*INSTRUCTIONS FOR THE TASK:* Every record is to be returned as written, with no omissions.

(Collection entries)
╔══

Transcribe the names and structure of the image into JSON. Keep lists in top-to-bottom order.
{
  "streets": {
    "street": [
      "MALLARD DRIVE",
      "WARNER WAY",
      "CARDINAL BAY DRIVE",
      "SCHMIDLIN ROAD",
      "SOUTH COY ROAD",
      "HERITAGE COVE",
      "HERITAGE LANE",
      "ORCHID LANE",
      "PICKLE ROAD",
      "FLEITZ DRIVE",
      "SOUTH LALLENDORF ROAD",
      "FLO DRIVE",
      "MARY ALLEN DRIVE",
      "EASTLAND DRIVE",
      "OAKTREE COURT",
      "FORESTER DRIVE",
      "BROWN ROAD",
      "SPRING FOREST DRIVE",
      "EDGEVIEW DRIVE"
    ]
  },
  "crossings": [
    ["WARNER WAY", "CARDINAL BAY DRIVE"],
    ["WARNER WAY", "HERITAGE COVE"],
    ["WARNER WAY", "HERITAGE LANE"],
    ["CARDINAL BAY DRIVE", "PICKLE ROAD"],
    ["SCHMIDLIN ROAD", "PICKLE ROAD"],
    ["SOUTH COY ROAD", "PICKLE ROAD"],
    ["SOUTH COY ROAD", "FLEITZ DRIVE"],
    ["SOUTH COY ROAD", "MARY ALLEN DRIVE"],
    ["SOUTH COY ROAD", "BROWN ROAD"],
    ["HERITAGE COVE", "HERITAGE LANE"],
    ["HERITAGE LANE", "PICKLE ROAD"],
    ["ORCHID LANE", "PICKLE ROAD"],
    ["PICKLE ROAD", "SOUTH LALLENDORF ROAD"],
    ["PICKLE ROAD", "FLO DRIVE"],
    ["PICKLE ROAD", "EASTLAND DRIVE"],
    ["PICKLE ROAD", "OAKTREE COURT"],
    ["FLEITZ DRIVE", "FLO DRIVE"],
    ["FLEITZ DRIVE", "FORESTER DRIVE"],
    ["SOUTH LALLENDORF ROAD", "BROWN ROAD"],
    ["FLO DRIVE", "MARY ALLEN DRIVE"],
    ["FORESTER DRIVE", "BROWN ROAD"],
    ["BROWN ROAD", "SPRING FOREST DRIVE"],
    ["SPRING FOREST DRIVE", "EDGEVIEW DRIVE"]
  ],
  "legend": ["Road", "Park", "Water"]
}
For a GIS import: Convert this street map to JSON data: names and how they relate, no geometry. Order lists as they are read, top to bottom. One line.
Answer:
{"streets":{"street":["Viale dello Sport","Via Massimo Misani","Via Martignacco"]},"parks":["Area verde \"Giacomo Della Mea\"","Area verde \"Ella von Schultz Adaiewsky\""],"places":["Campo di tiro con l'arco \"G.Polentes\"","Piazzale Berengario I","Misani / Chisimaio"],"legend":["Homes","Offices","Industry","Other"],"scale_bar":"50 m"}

╚══

*ANSWER TO THIS PROBLEM:*
Transcribe the names and structure of the image into JSON. Keep lists in top-to-bottom order.
{
  "streets": {
    "street": [
      "MALLARD DRIVE",
      "WARNER WAY",
      "CARDINAL BAY DRIVE",
      "SCHMIDLIN ROAD",
      "SOUTH COY ROAD",
      "HERITAGE COVE",
      "HERITAGE LANE",
      "ORCHID LANE",
      "PICKLE ROAD",
      "FLEITZ DRIVE",
      "SOUTH LALLENDORF ROAD",
      "FLO DRIVE",
      "MARY ALLEN DRIVE",
      "EASTLAND DRIVE",
      "OAKTREE COURT",
      "FORESTER DRIVE",
      "BROWN ROAD",
      "SPRING FOREST DRIVE",
      "EDGEVIEW DRIVE"
    ]
  },
  "crossings": [
    ["WARNER WAY", "CARDINAL BAY DRIVE"],
    ["WARNER WAY", "HERITAGE COVE"],
    ["WARNER WAY", "HERITAGE LANE"],
    ["CARDINAL BAY DRIVE", "PICKLE ROAD"],
    ["SCHMIDLIN ROAD", "PICKLE ROAD"],
    ["SOUTH COY ROAD", "PICKLE ROAD"],
    ["SOUTH COY ROAD", "FLEITZ DRIVE"],
    ["SOUTH COY ROAD", "MARY ALLEN DRIVE"],
    ["SOUTH COY ROAD", "BROWN ROAD"],
    ["HERITAGE COVE", "HERITAGE LANE"],
    ["HERITAGE LANE", "PICKLE ROAD"],
    ["ORCHID LANE", "PICKLE ROAD"],
    ["PICKLE ROAD", "SOUTH LALLENDORF ROAD"],
    ["PICKLE ROAD", "FLO DRIVE"],
    ["PICKLE ROAD", "EASTLAND DRIVE"],
    ["PICKLE ROAD", "OAKTREE COURT"],
    ["FLEITZ DRIVE", "FLO DRIVE"],
    ["FLEITZ DRIVE", "FORESTER DRIVE"],
    ["SOUTH LALLENDORF ROAD", "BROWN ROAD"],
    ["FLO DRIVE", "MARY ALLEN DRIVE"],
    ["FORESTER DRIVE", "BROWN ROAD"],
    ["BROWN ROAD", "SPRING FOREST DRIVE"],
    ["SPRING FOREST DRIVE", "EDGEVIEW DRIVE"]
  ],
  "legend": ["Road", "Park", "Water"]
}
For a GIS import: Convert this street map to JSON data: names and how they relate, no geometry. Order lists as they are read, top to bottom. One line.
Answer:
{"streets":{"street":["Viale dello Sport","Via Massimo Misani","Via Martignacco"]},"parks":["Area verde \"Giacomo Della Mea\"","Area verde \"Ella von Schultz Adaiewsky\""],"places":["Campo di tiro con l'arco \"G.Polentes\"","Piazzale Berengario I","Misani / Chisimaio"],"legend":["Homes","Offices","Industry","Other"],"scale_bar":"50 m"}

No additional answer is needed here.